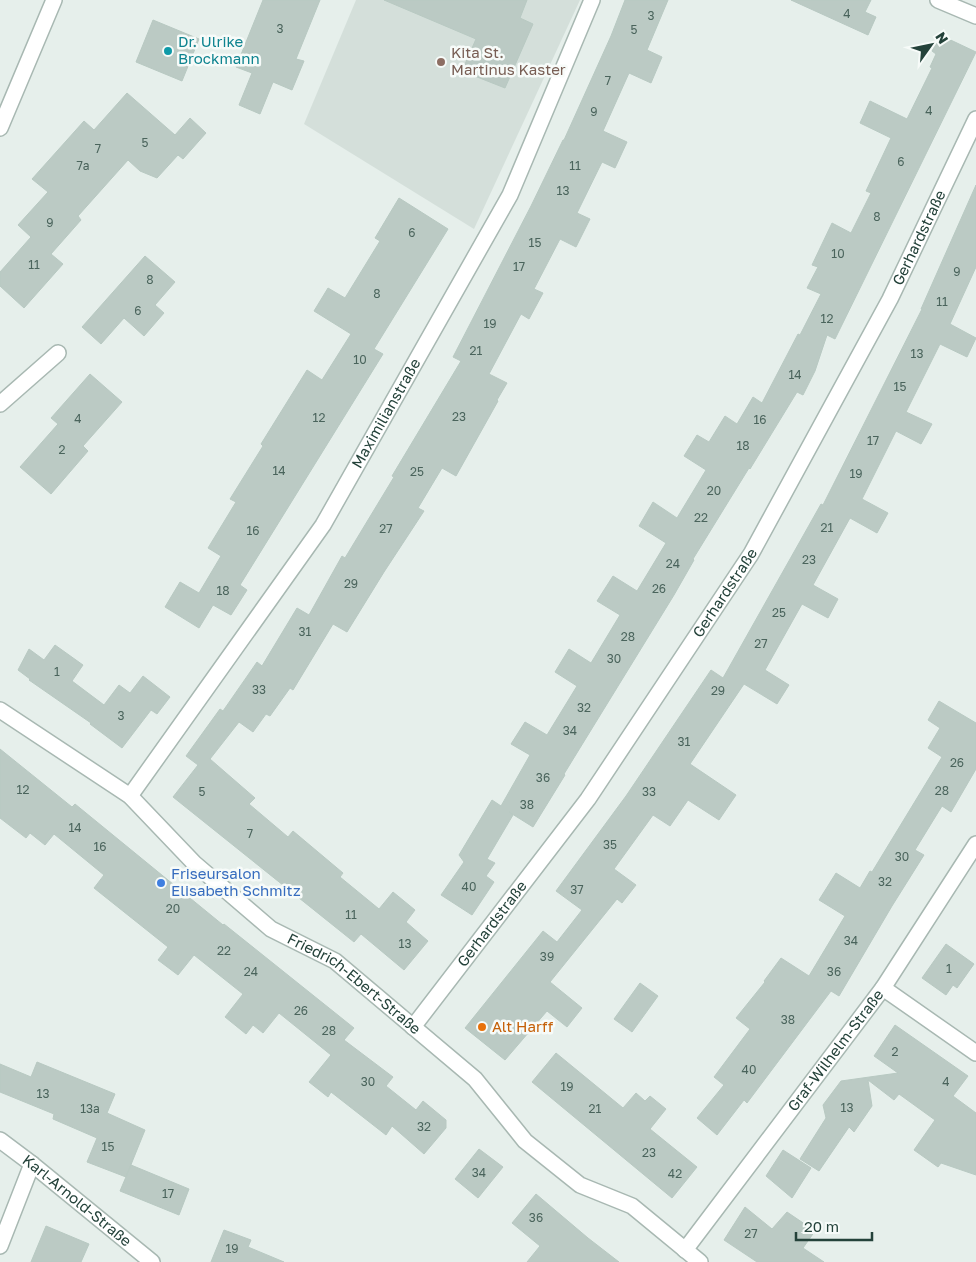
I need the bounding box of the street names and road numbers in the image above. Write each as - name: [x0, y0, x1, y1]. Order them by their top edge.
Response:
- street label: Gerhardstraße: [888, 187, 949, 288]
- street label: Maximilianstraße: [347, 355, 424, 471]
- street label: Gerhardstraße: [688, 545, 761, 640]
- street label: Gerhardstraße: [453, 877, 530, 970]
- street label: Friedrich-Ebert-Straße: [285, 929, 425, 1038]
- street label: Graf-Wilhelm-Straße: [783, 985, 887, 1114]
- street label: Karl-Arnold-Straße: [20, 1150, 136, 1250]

------------------------------------------------------------------------

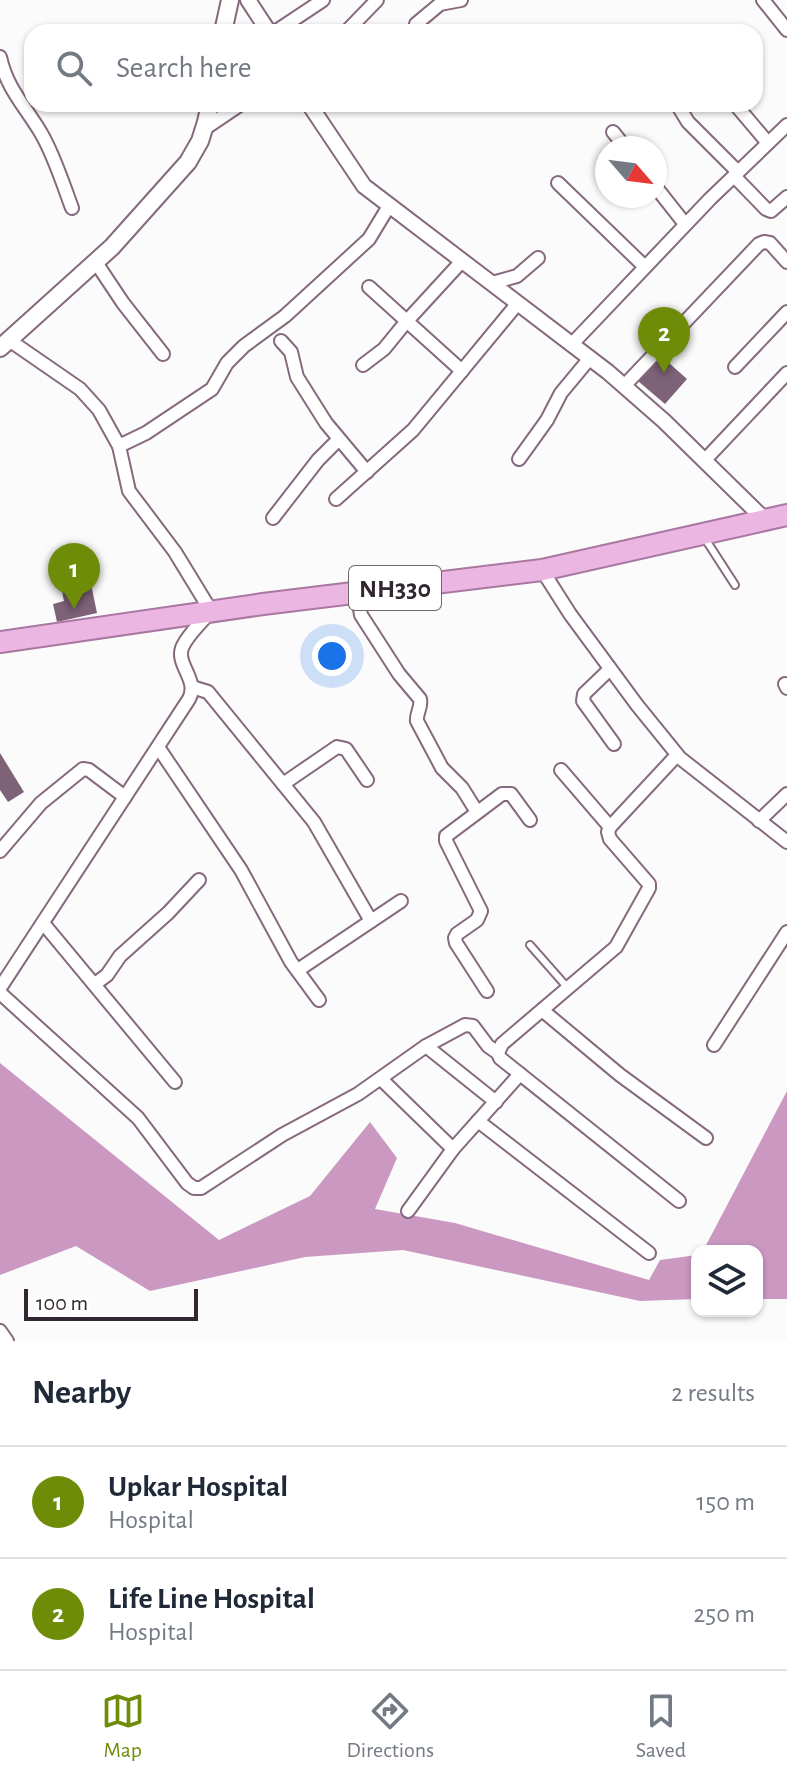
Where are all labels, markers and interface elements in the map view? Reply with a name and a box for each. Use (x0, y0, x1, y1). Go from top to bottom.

------------------------------------------------------------------------

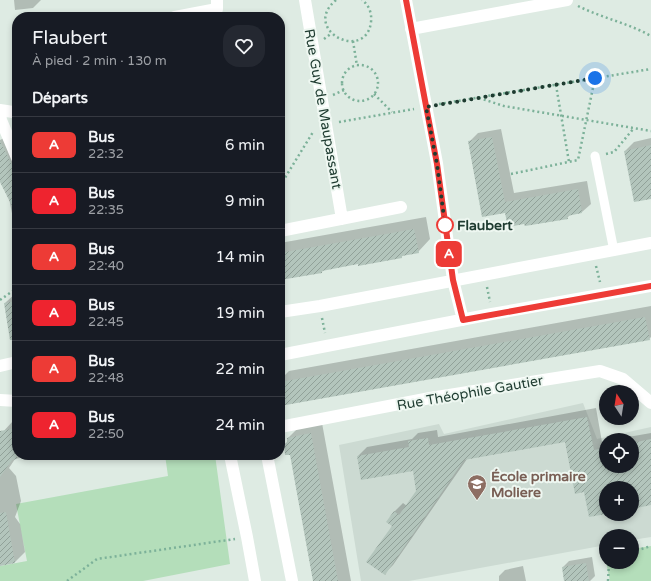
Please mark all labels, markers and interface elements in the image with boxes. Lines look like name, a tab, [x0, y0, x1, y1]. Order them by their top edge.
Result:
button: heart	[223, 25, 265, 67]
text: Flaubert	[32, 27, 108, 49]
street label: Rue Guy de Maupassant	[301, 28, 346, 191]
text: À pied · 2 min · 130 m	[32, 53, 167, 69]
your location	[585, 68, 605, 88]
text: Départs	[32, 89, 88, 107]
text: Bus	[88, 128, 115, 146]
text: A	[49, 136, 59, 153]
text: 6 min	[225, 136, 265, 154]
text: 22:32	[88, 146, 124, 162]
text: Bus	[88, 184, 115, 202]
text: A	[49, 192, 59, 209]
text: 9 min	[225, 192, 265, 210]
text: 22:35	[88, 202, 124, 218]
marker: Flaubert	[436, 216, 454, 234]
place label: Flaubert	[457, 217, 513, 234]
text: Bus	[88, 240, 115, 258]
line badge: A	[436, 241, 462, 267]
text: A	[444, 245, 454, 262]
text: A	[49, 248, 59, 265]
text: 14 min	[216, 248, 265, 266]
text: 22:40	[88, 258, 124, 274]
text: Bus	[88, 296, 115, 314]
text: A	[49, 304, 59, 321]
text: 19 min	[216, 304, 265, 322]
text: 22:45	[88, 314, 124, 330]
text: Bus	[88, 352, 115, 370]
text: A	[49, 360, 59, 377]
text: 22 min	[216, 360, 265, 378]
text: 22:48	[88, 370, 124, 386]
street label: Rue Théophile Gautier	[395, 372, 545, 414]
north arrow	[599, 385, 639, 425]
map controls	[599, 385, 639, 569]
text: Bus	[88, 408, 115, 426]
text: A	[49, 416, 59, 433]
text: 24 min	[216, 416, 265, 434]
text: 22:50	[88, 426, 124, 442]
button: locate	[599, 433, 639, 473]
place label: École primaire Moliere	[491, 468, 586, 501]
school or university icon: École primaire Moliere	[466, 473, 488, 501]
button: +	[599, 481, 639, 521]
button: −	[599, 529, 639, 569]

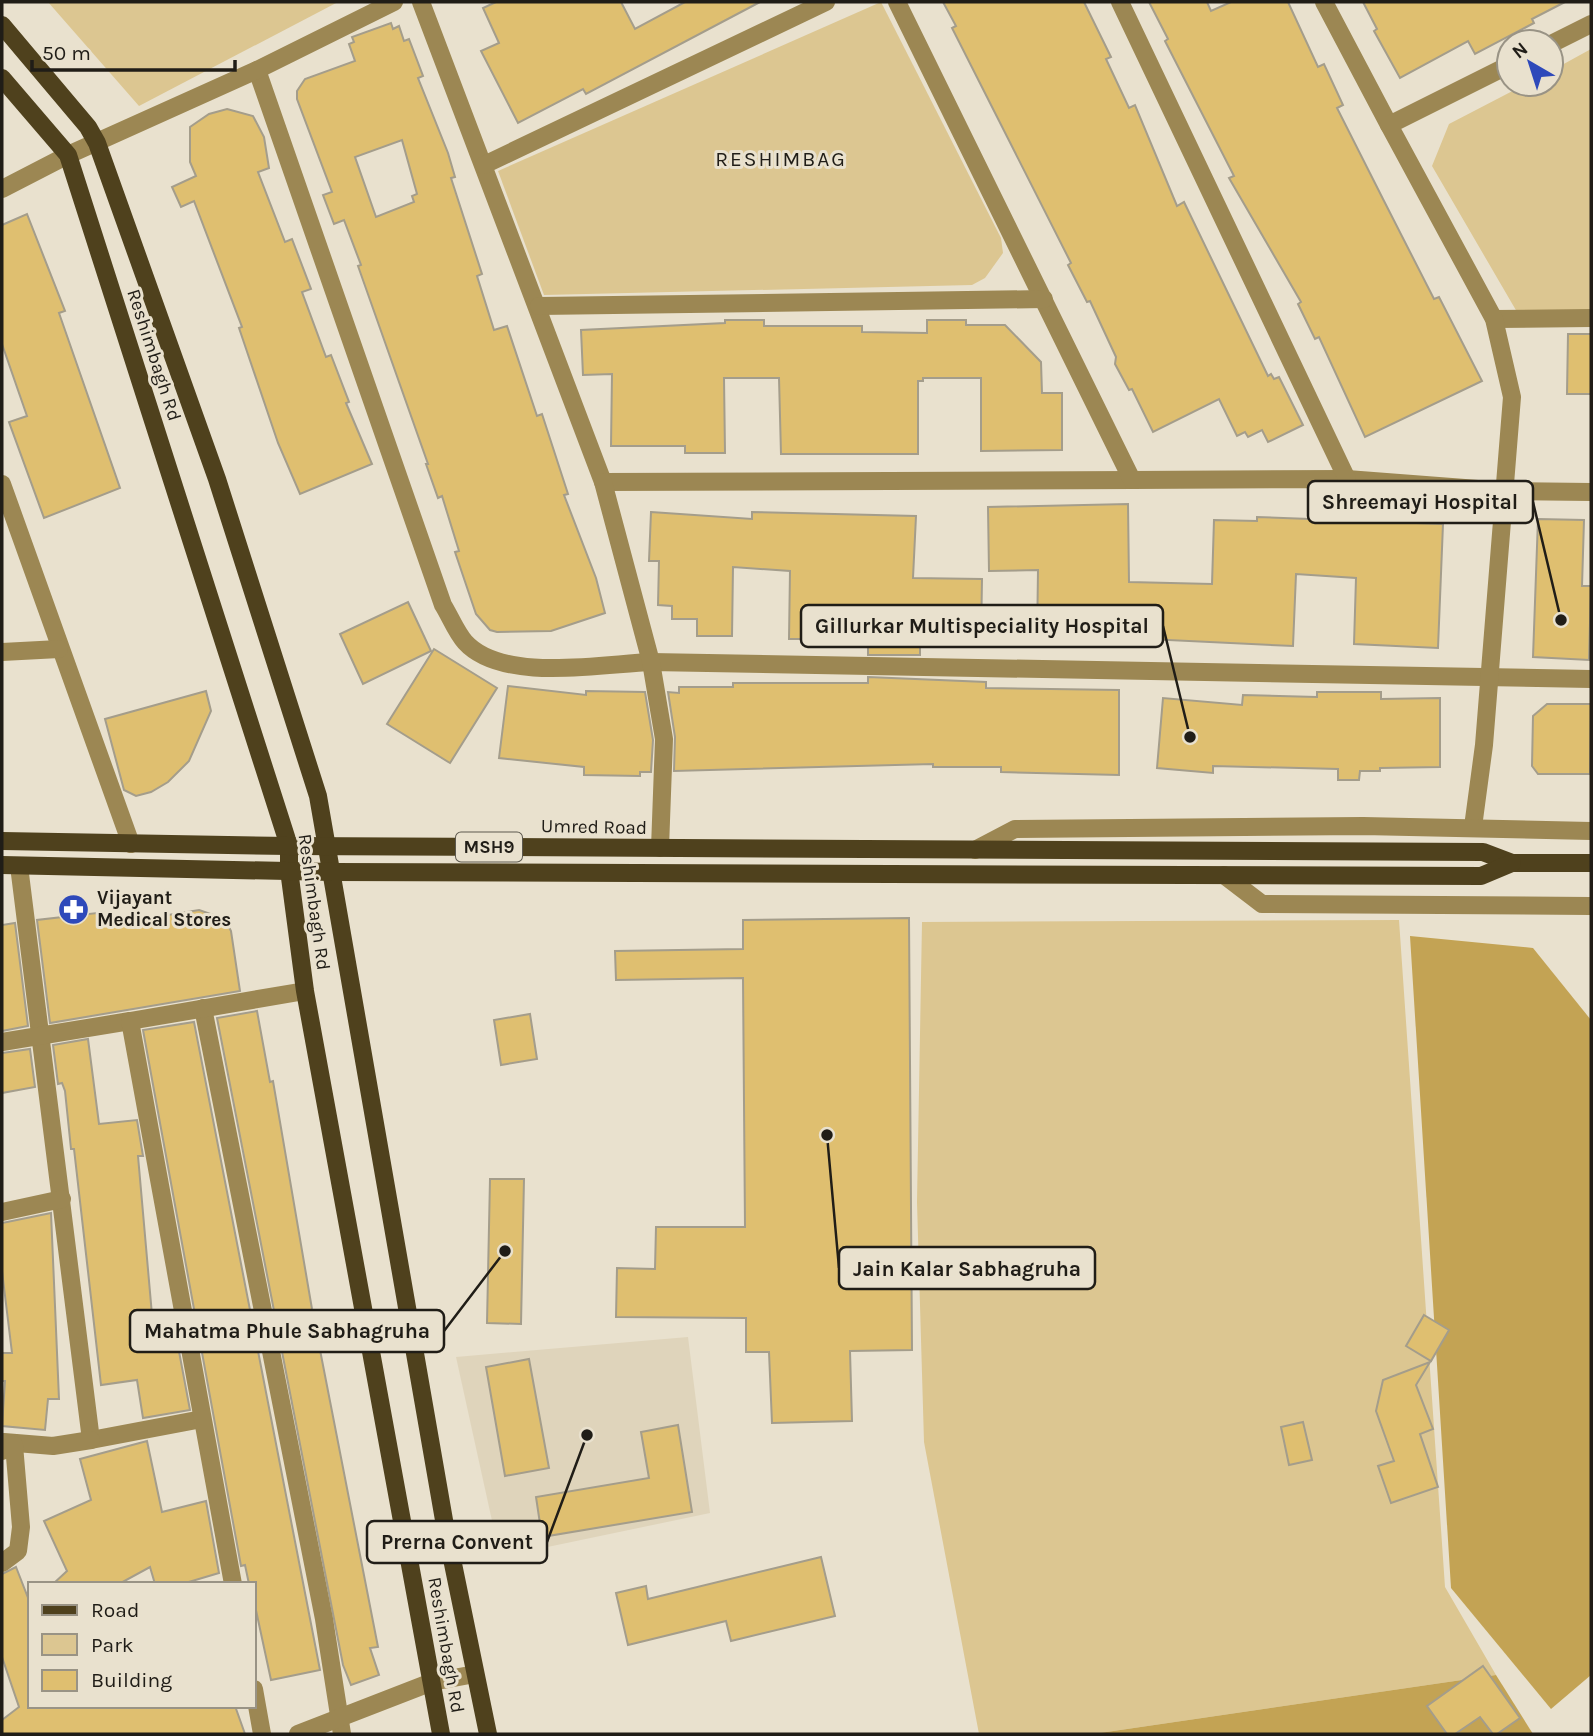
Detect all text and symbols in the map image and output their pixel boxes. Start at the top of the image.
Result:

------------------------------------------------------------------------

▶ **Work item**: Pull every line with the string "interface" out of the material.

▶ **Output below**:
Where are all labels, markers and interface elements in the map view? Reply with a name and a box for each. Use (x0, y0, x1, y1). Go from top to bottom.
Please mark all labels, markers and interface elements in the image with boxes. Lines look like name, a tab, [x0, y0, x1, y1]. Order them by their top edge.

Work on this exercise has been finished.